• DATA:
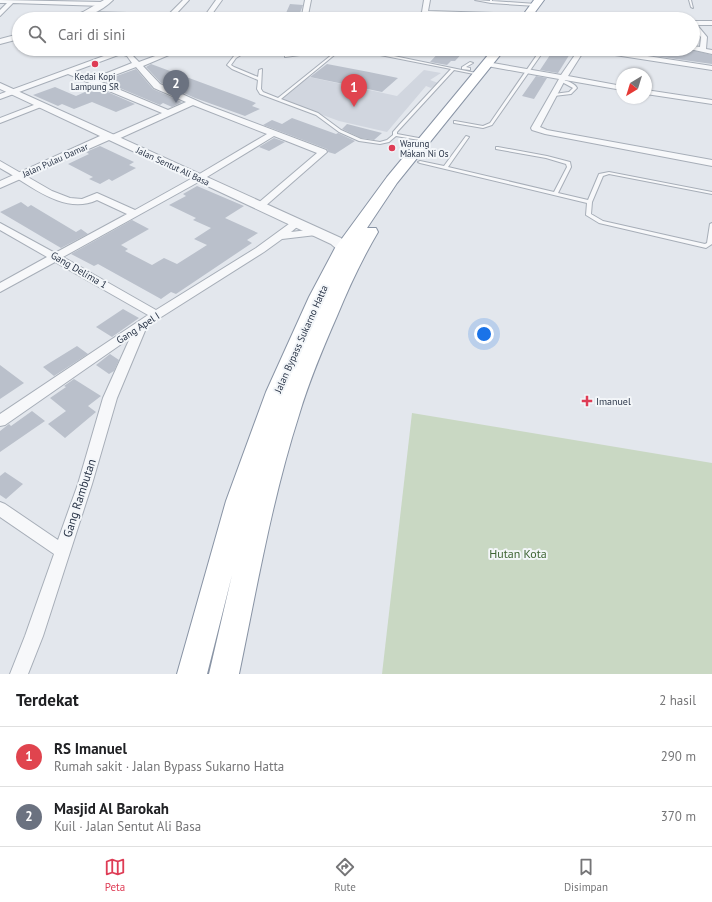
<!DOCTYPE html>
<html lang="id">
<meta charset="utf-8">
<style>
body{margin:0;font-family:"PT Sans",sans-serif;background:#f6f6f6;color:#202124}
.compass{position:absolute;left:616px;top:68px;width:36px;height:36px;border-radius:50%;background:#fff;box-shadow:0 1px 3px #0004;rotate:218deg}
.you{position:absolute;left:484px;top:334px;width:14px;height:14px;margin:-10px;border:3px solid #fff;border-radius:50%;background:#1a73e8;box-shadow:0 0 0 6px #1a73e833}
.badge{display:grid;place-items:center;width:26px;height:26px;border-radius:50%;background:#de3c55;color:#fff;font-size:13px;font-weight:700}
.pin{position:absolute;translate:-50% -33px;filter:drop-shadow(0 1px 2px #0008)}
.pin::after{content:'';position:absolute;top:21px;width:14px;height:12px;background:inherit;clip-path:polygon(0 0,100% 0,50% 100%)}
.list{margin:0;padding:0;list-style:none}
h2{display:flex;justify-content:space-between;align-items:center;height:52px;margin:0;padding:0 16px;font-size:17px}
h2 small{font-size:13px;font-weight:400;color:#757577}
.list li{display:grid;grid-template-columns:26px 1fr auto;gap:12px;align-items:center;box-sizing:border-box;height:60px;padding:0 16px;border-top:1px solid #e0e0e0}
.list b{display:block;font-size:15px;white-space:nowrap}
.list p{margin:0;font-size:13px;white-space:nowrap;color:#757577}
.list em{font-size:13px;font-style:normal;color:#757577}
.icon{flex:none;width:22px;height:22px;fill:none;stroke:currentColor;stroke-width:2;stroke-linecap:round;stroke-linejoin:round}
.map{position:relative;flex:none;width:712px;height:674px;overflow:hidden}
.search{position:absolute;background:#fff;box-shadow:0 1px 3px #0004;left:12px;right:12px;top:12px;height:44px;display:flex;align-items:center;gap:10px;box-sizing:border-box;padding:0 14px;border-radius:22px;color:#757577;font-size:15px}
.sheet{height:172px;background:#fff}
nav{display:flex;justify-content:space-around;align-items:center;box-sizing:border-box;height:56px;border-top:1px solid #e0e0e0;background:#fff;font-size:11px;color:#757577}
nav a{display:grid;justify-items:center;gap:2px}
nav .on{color:#de3c55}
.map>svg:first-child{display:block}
.built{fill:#d1d6df}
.green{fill:#c9d8c3}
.building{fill:#bac0cb}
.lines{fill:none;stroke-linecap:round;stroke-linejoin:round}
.service-casing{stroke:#a7aeb8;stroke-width:2}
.minor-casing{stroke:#a7aeb8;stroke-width:2}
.tertiary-casing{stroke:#a7aeb8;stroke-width:2}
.trunk-casing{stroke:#8994a5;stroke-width:2}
.service{fill:#f7f8fa;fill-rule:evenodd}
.minor{fill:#f7f8fa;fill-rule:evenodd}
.tertiary{fill:#f7f8fa;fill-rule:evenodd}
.trunk{fill:#fff;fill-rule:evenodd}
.poi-dot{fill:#de3c55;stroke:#f3f6f9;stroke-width:1.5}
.labels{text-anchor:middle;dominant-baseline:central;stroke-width:4;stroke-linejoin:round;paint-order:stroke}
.far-poi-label{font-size:9px;fill:#293447;stroke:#f3f6f9}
.far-street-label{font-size:9px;fill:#293447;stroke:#f3f6f9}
.street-label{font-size:10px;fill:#293447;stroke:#f3f6f9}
.poi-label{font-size:10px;fill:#293447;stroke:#f3f6f9;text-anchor:start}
.near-street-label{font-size:12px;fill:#293447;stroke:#f3f6f9}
.near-park-label{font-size:12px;fill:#3e6534;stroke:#f3f6f9}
</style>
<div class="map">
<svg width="712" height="674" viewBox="0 0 712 674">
<rect width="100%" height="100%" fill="#e3e7ed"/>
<path class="built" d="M424,70L441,73L430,80L438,83L431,88L426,86L387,132L339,121L279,99L309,77L397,96Z"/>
<path class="green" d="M412,413L712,463V674H382Z"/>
<path class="building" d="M290,4L303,5L300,13H286Z
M442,49H466L455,61H451L447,65L430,62Z
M554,49H573L558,73L540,70Z
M657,49H689L712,55V64L655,56Z
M151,64L246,99L256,103L252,106L260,109L245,116L195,98L161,83L146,67Z
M327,64L369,72L398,78L382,92L310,77Z
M136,69L153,89L182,102L172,107L163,103L160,105L103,81Z
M536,76L547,78L534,99L522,96Z
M55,87L76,96L96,87L135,104L116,112L92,102L74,109L62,104L58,106L33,95Z
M292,118L336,134L338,133L355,141L335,154L328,152L327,149L263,125L272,120L282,124Z
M347,124L382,133L374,140L361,138L342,129Z
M274,138L285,142L269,151L259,147Z
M100,146L134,162L129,165L136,168L112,181L109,179L100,184L89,179L93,177L68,164L89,154L86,152Z
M197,186L244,206L225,218L258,233L247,240L252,243L176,294L171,292L161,299L98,264L94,266L71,254L132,220L149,229L121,245L128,249L125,251L152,265L164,258L177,264L207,245L194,239L211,228L193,220L196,218L169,205L186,196L183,194Z
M21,202L28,207L31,205L76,232L81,229L88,234L61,248L0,212Z
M123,309L139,318L112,337L96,327Z
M77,346L88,354L54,376L43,367Z
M110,354L119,360L114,371L109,374L96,365Z
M0,365L24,383L0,399Z
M74,379L101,396L88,406L96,412L65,438L48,424L66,411L50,398L66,387L64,386Z
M32,411L45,421L0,452V431L9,424L11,426Z
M5,472L23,484L6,499L0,495V476Z"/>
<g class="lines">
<defs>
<path id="service" d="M475,0L490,1V0H492V1L536,4L537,5L536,6L491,3Z
M689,0H691L693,8L691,7Z
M246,49H251L236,58L231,65L234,67L258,77L259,70L262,69L261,89L263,92L278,98L334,53L304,51L300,55L285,57V55L298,53L300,51L289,49L329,51L360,49L481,74L479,75L454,70L397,132V134L424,139L426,140L425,141L396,136L389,142L380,144L359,141L339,132L316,115L260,94L257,89L258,80L232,69L227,65L234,56ZM360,51L451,69L400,124L393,132V135L387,140L380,142L361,139L341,130L318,113L281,99L338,52Z
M541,49H545L492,125L483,128L454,123V121H455L483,126L490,123Z
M470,62L473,63L466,67L470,68V70L462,69V67Z
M562,80C567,80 575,84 577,88L571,94L554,96V94L569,92L573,88L562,82Z
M466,136L469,137L448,167L554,192L567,167L566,164L546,158L496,149V147H498L547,156L570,162L571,167L558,193L588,200L599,174L609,172L712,192V194L609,174L603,176L592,202L591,214L603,221L705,244L707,243L710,224L712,223V244L706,248L599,223L586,215L587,203L420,163L418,162L420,161L444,166Z"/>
<path id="minor" d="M0,0L103,2L106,4L103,6L13,3L0,16V10L7,3H0Z
M183,0H189L176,14H206L216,0H222L212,14L302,15L305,0H311L308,15H417L422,12L424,0H430L428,11L528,14L531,16L528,18L431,14L418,19H207L86,16L83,14L86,12L169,14Z
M586,13L618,17L621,19L587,17L584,18L585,19H579V16Z
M693,21H712V25H697L707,37L706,49L712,50V54L690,49H693V46L700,47L701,37L693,28Z
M138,49H147L133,56L139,62L174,49H183L143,66L160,84L204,104L326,150L327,152L263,208H257L255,206L257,204L317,153L274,136L202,180L63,257L156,310L256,248L293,221L297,220L302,223L291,232L316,229L321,232L316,235L282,239L264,252L147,326L117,398L92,484L43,636L28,674H10L25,636L54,554L0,517V502L5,504L58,540L78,484L103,398L130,338L5,425L0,426V414L148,315L55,262L0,292V283L47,257L0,230V223L55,253L127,214L97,200C63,216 28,183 0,168V161L52,191L70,198L82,199L97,193L135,210L196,176L267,134L193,105L116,140H110L109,138L110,136L162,113L68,74L0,99V94L112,53L122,50L129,53ZM121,54L127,56L132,63L92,79L75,71ZM136,67L154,88L186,102L168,110L99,81Z
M579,49H585L568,76L622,86V90L565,80L540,127L547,130L712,160V166L545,134L532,130L531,128L559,79L487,66L483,64L487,62L561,75Z
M586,49H602L712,66V70L589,51Z
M646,90L712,100V104L646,94Z
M39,103H42L46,105L0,123V118Z"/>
<path id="tertiary" d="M104,0H113C101,12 84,19 67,19L83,12Z
M19,34V39L0,44V39Z
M0,83L341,238L350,248L349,251H339L331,244L109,140L0,188V181L100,136L0,89Z"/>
<path id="trunk" d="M534,0H544L530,19H520Z
M493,49H505L397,183L367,228H376L378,232C362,259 349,287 337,316C323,348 309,381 299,415C272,499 257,587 239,674H209L232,575L207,674H177L226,501L266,392L309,297L335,248L387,177Z"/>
</defs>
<use href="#service" class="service-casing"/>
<use href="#minor" class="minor-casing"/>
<use href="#tertiary" class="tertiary-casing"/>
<use href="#trunk" class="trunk-casing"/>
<use href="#service" class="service"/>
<use href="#minor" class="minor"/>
<use href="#tertiary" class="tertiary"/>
<use href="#trunk" class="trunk"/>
</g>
<g class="poi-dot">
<circle cx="95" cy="64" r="4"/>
<circle cx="392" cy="148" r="4"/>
<path d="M585 395h4v4h4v4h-4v4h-4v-4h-4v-4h4z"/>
</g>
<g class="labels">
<g class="far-poi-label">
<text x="95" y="76">Kedai Kopi<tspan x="95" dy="10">Lampung SR</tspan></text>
<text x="400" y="143" text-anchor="start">Warung<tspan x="400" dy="10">Makan Ni Os</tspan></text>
</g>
<g class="far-street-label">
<text transform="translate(55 160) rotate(-24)">Jalan Pulau Damar</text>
<text transform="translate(173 166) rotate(25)">Jalan Sentut Ali Basa</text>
</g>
<g class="street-label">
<text transform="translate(79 270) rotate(30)">Gang Delima 1</text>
<text transform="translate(138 328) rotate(-33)">Gang Apel I</text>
<text transform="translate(301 339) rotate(-66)">Jalan Bypass Sukarno Hatta</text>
</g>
<g class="poi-label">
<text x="596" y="401">Imanuel</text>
</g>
<g class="near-street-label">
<text transform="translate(79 498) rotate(-72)">Gang Rambutan</text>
</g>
<g class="near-park-label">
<text x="518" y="553">Hutan Kota</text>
</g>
</g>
</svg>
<svg class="compass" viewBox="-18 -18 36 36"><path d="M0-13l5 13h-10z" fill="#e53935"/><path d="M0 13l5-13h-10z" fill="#757577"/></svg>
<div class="you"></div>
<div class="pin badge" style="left:354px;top:107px;background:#e0444e">1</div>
<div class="pin badge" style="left:176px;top:103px;background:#6b7280">2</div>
<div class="search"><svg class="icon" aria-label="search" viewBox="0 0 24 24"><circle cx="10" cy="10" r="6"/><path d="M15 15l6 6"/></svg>Cari di sini</div>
</div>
<section class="sheet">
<h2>Terdekat<small>2 hasil</small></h2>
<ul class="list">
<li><span class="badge" style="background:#e0444e">1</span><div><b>RS Imanuel</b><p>Rumah sakit · Jalan Bypass Sukarno Hatta</p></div><em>290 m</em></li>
<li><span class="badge" style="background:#6b7280">2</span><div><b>Masjid Al Barokah</b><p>Kuil · Jalan Sentut Ali Basa</p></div><em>370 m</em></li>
</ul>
</section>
<nav>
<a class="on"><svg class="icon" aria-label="map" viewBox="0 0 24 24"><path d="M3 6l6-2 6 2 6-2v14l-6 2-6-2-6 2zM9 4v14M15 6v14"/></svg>Peta</a>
<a><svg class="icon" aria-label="directions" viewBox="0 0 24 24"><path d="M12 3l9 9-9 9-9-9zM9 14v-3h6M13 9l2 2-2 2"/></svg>Rute</a>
<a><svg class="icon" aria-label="saved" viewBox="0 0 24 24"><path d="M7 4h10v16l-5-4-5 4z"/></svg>Disimpan</a>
</nav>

• WHAT YOU ARE ASKED TO DO:
Read through the lines above and collect those that contain the string "nowrap".

• ANSWER FOR THIS EXERCISE:
.list b{display:block;font-size:15px;white-space:nowrap}
.list p{margin:0;font-size:13px;white-space:nowrap;color:#757577}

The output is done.